Ma era uno di quegli uomini troppo idealisti per non prendere sul serio certi argomenti. Dopo il liceo si era subito trovato in guerra e mentre altri della sua età trascorrevano la vita a portare le ragazze a ballare, la sua anima era imprigionata tra i ferri roventi del conflitto.
Si accomodò al tavolo e la cameriera arrivò a prendere l’ordinazione.
- La sua fidanzata non si è ancora vista, signore.
Era la prima volta che la ragazza chiamava così Eunice Weldon e Jim si irrigidì.
- La signorina che prende con me il tè non è la mia fidanzata - esclamò con una certa freddezza e, vedendo che la ragazza era rimasta male, continuò con una risatina che illuminò i suoi occhi irresistibili: - è solo una cliente, fidanzata con voi...
- Mi spiace - sussurrò la cameriera scrivendo nervosa sul libretto delle ordinazioni per nascondere la confusione. - Immagino che voglia ordinare il solito?
- Sì, il solito - rispose Jim con un tono serio e poi, lanciando un’occhiata verso la porta, si alzò per salutare la ragazza entrata proprio in quel momento.
Era snella e diritta. Camminava con una dignità decisa, chiunque si trovasse davanti a lei magari con l'intenzione di importunarla era costretto a farsi subito da parte, per poi maledire la propria timidezza dopo averla scrutata. Aveva il viso di una Madonna, una Madonna con gli occhi azzurri, le labbra rosse e un'espressione piena di vitalità. Era un fiore che stava per sbocciare. Nei suoi occhi di cielo brillava tutta la sua femminilità e contemporaneamente si leggeva un avvertimento.

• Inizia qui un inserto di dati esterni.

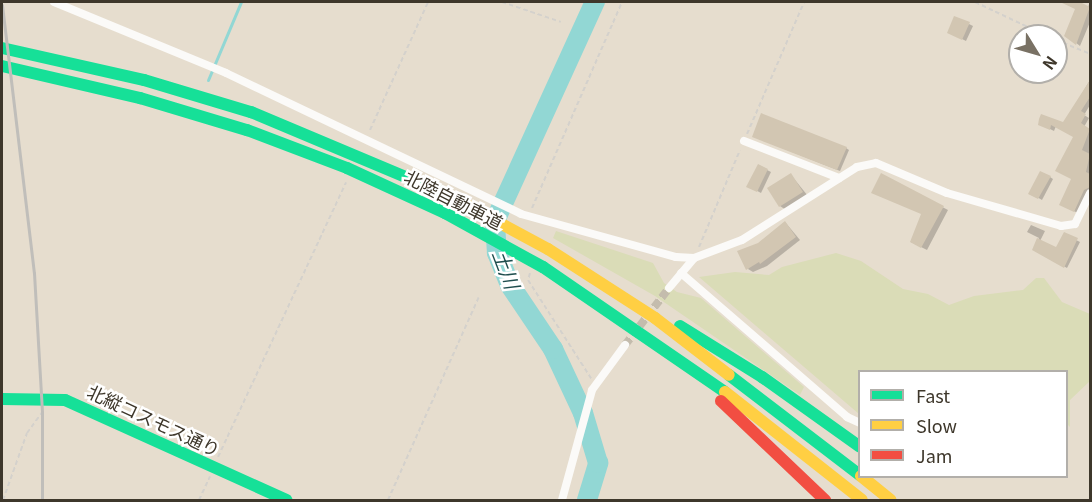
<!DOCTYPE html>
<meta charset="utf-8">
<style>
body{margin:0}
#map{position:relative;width:1092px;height:502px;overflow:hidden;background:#e6ddce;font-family:Georgia,"Noto Sans JP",serif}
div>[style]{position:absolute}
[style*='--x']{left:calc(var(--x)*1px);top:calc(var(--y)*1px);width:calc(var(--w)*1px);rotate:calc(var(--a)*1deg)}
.green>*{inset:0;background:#dadcb7}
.shadow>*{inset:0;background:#0003}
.stream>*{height:3px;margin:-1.5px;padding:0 1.5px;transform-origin:1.5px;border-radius:1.5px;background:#92d7d4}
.river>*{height:20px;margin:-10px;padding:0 10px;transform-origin:10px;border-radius:10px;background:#92d7d4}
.building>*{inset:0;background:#d2c6b2}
.street-tunnel>*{height:8px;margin-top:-4px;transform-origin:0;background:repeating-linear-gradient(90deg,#c4bcad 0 8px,transparent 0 12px)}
.path>*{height:2px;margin-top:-1px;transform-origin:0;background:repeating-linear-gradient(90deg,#d4d1cc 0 4.5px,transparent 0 7.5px)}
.street>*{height:8px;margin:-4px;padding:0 4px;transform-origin:4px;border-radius:4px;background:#fbfaf8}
.fast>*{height:12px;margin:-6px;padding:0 6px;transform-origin:6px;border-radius:6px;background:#16e098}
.slow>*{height:12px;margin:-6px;padding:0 6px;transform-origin:6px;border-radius:6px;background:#ffcf43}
.jam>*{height:12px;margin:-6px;padding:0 6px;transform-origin:6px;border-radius:6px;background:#f24e42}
.rail>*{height:3px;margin:-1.5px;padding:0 1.5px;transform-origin:1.5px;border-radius:1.5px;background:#c0beba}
span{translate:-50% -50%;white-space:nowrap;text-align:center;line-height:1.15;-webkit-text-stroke:5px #fff;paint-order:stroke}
.street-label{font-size:18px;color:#3e372b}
.water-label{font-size:20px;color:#1f4e4e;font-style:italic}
.frame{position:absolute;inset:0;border:3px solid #3e372b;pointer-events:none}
.legend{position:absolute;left:858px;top:370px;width:210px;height:108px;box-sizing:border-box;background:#fff;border:2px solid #b2afaa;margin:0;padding:8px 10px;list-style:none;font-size:18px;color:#3e372b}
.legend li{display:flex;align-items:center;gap:12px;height:30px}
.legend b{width:30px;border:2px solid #b2afaa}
.north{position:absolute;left:1008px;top:24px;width:60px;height:60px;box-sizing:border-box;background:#fff;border:2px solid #b2afaa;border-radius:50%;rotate:127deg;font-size:16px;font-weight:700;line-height:24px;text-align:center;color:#3e372b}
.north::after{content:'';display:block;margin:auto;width:21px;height:27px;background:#797164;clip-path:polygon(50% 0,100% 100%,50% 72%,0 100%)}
</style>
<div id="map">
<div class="green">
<div style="clip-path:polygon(556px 231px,653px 263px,664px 283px,677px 292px,701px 298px,804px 387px,800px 395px,655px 296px,553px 238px)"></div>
<div style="clip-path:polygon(836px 253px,861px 261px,903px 289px,928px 294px,949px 305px,974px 296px,1023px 290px,1036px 278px,1044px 278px,1062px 302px,1090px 314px,1090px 381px,1070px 400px,1070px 427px,1067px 424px,1066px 372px,860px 372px,859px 414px,699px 277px,735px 272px,769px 275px,782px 267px)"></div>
</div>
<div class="shadow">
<div style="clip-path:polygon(1070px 2px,1088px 7px,1090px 2px,1090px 22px,1080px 46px,1066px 35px,1077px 8px)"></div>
<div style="clip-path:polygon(969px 24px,973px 26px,966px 41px,952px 34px)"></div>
<div style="clip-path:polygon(1090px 80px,1090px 105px,1084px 115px,1089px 118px,1084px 127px,1090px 130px,1090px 188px,1078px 213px,1065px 207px,1073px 179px,1075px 137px,1056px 126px,1054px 131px,1040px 124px,1064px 124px)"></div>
<div style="clip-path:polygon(757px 138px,846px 148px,849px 150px,840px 171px)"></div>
<div style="clip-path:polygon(759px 166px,771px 172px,761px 193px,748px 186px)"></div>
<div style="clip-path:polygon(791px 175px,808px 196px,786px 210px,780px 206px)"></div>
<div style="clip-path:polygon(881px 175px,948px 210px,927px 250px,911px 242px,922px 214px)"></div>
<div style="clip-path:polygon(1050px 177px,1053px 179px,1042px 200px,1030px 193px)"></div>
<div style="clip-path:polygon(785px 222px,800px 240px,767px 266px,753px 272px,748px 269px,758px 244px)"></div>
<div style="clip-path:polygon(1031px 225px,1045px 231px,1040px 241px,1057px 249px,1064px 234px,1080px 242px,1067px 268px,1034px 249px,1039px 238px,1027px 232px)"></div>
</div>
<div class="stream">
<div style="--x:208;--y:80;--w:85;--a:-67.1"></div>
</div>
<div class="river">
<div style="--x:587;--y:500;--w:39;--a:-73"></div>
<div style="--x:598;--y:463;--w:52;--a:-106.7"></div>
<div style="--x:583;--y:413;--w:71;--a:-115.1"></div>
<div style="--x:553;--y:349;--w:77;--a:-123.9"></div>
<div style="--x:510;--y:285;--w:35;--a:-112"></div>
<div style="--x:497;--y:253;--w:32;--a:-94"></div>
<div style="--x:495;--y:221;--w:241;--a:-65.5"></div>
</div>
<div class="building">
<div style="clip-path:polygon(1060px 2px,1080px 2px,1090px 7px,1076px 45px,1064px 36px,1075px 9px)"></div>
<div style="clip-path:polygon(954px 16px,970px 22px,962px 40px,947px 33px)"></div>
<div style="clip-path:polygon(1090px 80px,1090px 97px,1081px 111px,1086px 114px,1081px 123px,1090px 129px,1082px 150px,1090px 154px,1086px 172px,1090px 174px,1090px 187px,1084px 190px,1074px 212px,1059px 205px,1071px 179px,1055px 171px,1073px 137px,1051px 125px,1050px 130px,1038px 125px,1039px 119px,1041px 114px,1063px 122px)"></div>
<div style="clip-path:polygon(761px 113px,847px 147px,837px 170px,752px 137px)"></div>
<div style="clip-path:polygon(758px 164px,768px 169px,757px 192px,746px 187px)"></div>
<div style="clip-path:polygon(1040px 171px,1051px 176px,1038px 199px,1028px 194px)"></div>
<div style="clip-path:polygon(791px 173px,803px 192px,779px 207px,767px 188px)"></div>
<div style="clip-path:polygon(881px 173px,944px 206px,921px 248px,910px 242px,921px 214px,871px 193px)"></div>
<div style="clip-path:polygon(785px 221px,796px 237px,760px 264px,759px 262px,746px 270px,737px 251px,758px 243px)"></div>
<div style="clip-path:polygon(1064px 232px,1078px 238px,1064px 268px,1032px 250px,1037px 238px,1056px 247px)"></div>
</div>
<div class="street-tunnel">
<div style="--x:625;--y:345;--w:72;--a:-52.3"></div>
</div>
<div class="path">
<div style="--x:502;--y:2;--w:62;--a:18.7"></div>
<div style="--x:975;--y:2;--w:80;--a:25.3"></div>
<div style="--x:1056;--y:40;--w:37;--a:22"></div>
<div style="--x:370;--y:130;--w:141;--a:-65.6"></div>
<div style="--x:747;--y:134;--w:144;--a:-66.6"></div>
<div style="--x:532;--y:208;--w:225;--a:-66.4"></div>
<div style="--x:699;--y:247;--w:105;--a:-67.1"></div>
<div style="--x:530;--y:273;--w:7;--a:106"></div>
<div style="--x:528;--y:280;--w:117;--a:57.3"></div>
<div style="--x:218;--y:457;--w:303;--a:-65"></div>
<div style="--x:3;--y:500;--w:71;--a:-70.3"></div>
<div style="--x:27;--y:433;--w:29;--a:-54"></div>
<div style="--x:199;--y:500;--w:26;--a:-65"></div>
<div style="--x:388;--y:500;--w:222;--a:-65.9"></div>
</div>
<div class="street">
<div style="--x:54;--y:2;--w:186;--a:22.4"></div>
<div style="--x:226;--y:73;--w:327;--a:25.5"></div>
<div style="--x:521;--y:214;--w:161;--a:15.5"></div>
<div style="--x:676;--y:257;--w:18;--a:3"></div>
<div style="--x:744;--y:141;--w:102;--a:21.3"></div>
<div style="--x:681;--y:273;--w:220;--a:40.9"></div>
<div style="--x:847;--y:417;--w:14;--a:25"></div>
<div style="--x:669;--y:288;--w:39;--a:-50"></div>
<div style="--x:694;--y:258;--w:51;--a:-20.6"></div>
<div style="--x:742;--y:240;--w:136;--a:-32.4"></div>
<div style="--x:857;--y:167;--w:19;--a:-12"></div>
<div style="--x:876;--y:163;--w:77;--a:22.9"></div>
<div style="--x:947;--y:193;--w:119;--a:16.1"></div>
<div style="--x:1061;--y:226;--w:14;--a:-8"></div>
<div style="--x:1075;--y:224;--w:34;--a:-64"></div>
<div style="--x:562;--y:500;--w:114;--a:-74.7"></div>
<div style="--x:592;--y:390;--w:56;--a:-53.7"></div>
</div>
<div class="fast">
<div style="--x:2;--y:48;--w:146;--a:12.7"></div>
<div style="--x:144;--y:80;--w:112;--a:16.7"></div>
<div style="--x:251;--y:112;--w:209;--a:22.8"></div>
<div style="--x:2;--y:66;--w:142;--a:13.1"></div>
<div style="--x:140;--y:98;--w:112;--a:16.7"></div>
<div style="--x:247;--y:130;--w:107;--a:20.8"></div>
<div style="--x:347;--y:168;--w:108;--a:24.7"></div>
<div style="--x:445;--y:213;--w:112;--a:28.9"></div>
<div style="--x:543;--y:267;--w:221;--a:34.5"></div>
<div style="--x:680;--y:326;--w:97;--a:31.9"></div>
<div style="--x:762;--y:377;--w:120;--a:35.5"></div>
<div style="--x:729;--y:375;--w:165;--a:37.4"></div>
<div style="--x:2;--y:399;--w:63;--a:0.9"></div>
<div style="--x:65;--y:400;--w:243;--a:24.3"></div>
</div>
<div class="slow">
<div style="--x:444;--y:193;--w:118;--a:28.3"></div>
<div style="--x:548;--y:249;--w:127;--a:32.8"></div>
<div style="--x:655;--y:318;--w:93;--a:37.6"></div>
<div style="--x:725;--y:392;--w:174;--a:38.2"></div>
<div style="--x:861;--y:476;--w:38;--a:39"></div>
</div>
<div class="jam">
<div style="--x:721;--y:401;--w:144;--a:43.6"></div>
</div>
<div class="rail">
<div style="--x:2;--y:5;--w:270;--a:83.2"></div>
<div style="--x:34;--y:273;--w:139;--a:86.7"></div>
<div style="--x:42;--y:412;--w:88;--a:90"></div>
</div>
<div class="street-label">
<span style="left:454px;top:199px;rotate:27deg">北陸自動車道</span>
<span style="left:154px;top:420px;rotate:25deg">北縦コスモス通り</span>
</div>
<div class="water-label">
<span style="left:507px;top:269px;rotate:69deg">土川</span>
</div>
<div class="frame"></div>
<ul class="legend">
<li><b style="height:8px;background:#16e098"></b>Fast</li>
<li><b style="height:8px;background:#ffcf43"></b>Slow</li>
<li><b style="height:8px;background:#f24e42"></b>Jam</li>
</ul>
<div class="north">N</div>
</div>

Per altri tratti sembrava una bambina. La bocca tenera, il mento arrotondato, la gola bianca e la pelle senza un difetto erano ancora un ricordo della sua infanzia, che la facevano diventare ancora più attraente.
Guardò intensamente Jim che le andava incontro tendendole la mano. - Sono in ritardo! - disse con voce allegra. - In studio c'era una noiosissima duchessa che voleva essere fotografata in diciassette pose diverse, sono sempre le persone i sempliciotti a creare i maggiori problemi...
Si sedette togliendosi i guanti e sorrise alla cameriera.
- L’unico modo che la gente semplice ha di sembrare bella è farsi fotografare bene - disse Jim.
Eunice Weldon lavorava a Regent Street, nello studio di un fotografo alla moda. Jim l’aveva incontrata in quella sala da tè. Accidentalmente le tende delle finestre avevano preso fuoco e Jim si era bruciato una mano nel tentativo di spegnere l'incendio. Eunice Weldon gli aveva medicato la ferita.
Un piacere fatto da un uomo a una donna potrebbe non portare molto lontano. Ma quando è una donna a dare una mano a un uomo, questo significa sempre almeno amicizia. Le donne sospettano dei piaceri che gli uomini possono fare loro e nonostante ciò si sentono responsabili dell’uomo che hanno aiutato, fosse anche per una cosa insignificante.